1.  The input data are normalized, so that each attribute falls within the same range. This step helps ensure that attributes with large domains will not dominate attributes with smaller domains.

2.  PCA computes k orthonormal vectors that provide a basis for the normalized input data. These are unit vectors that each point in a direction perpendicular to the others. These vectors are referred to as the principal components. The input data are a linear combination of the principal components.

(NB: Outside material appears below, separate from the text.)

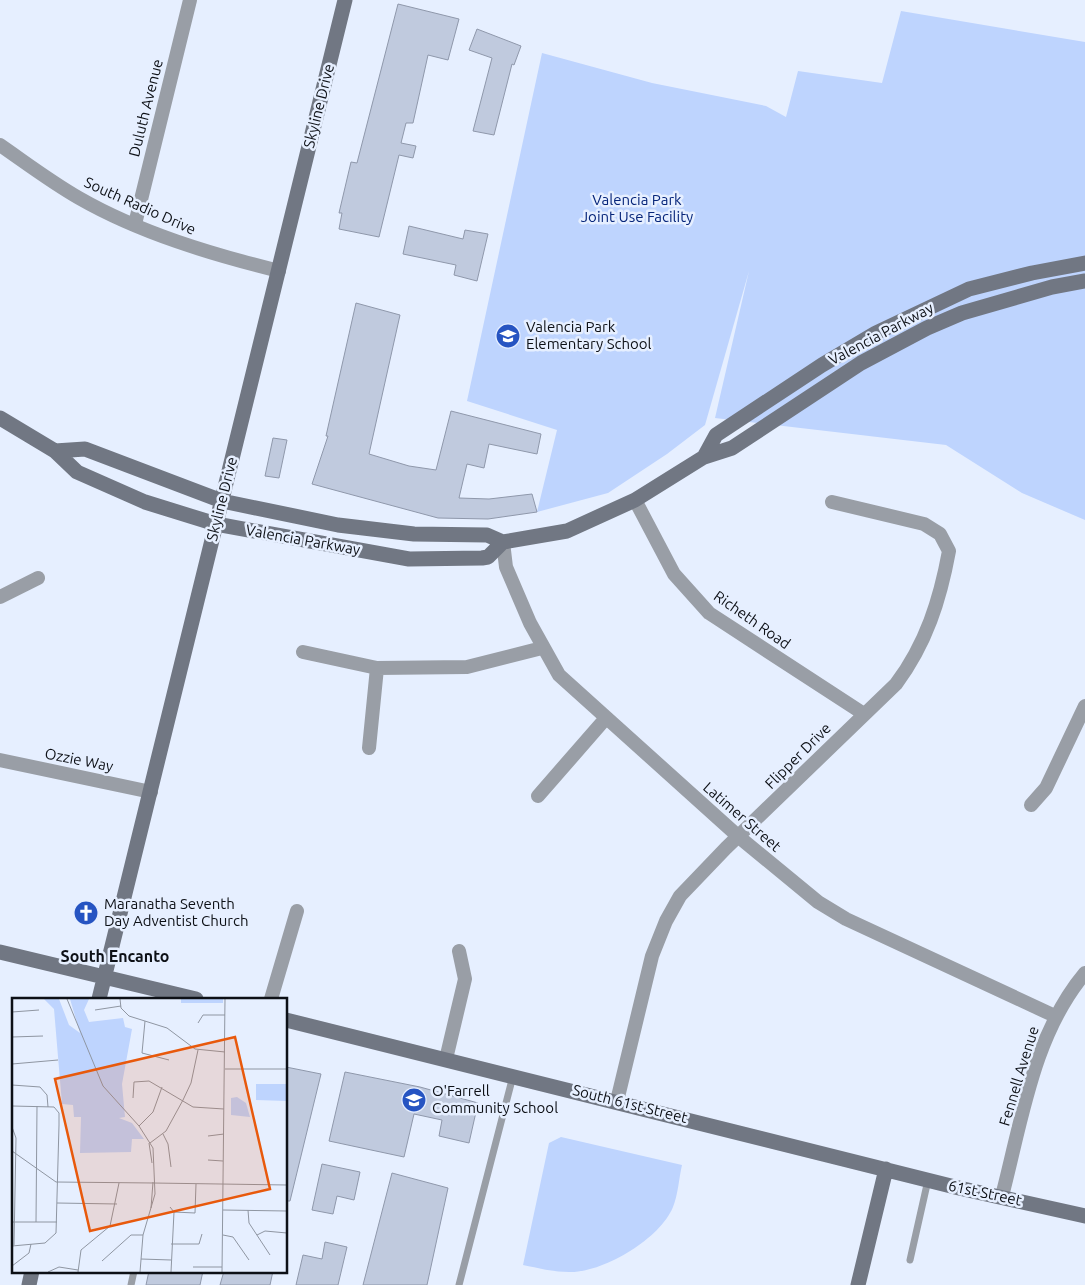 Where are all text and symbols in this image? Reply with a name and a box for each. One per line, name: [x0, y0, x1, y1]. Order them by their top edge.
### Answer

3. The principal components are sorted in order of decreasing “significance” or strength. The principal components essentially serve as a new set of axes for the data, providing important information about variance. That is, the sorted axes are such that the first axis shows the most variance among the data, the second axis shows the next highest variance, and so on. For example, Figure 2.17 shows the first two principal components, Y1 and Y2, for the given set of data originally mapped to the axes X1 and X2. This information helps identify groups or patterns within the data.

4. Because the components are sorted according to decreasing order of “significance,” the size of the data can be reduced by eliminating the weaker components, that is, those with low variance. Using the strongest principal components, it should be possible to reconstruct a good approximation of the original data.

PCA is computationally inexpensive, can be applied to ordered and unordered attributes, and can handle sparse data and skewed data. Multidimensional data of more than two dimensions can be handled by reducing the problem to two dimensions. Principal components may be used as inputs to multiple regression and cluster analysis. In comparison with wavelet transforms, PCA tends to be better at handling sparse data, whereas wavelet transforms are more suitable for data of high dimensionality.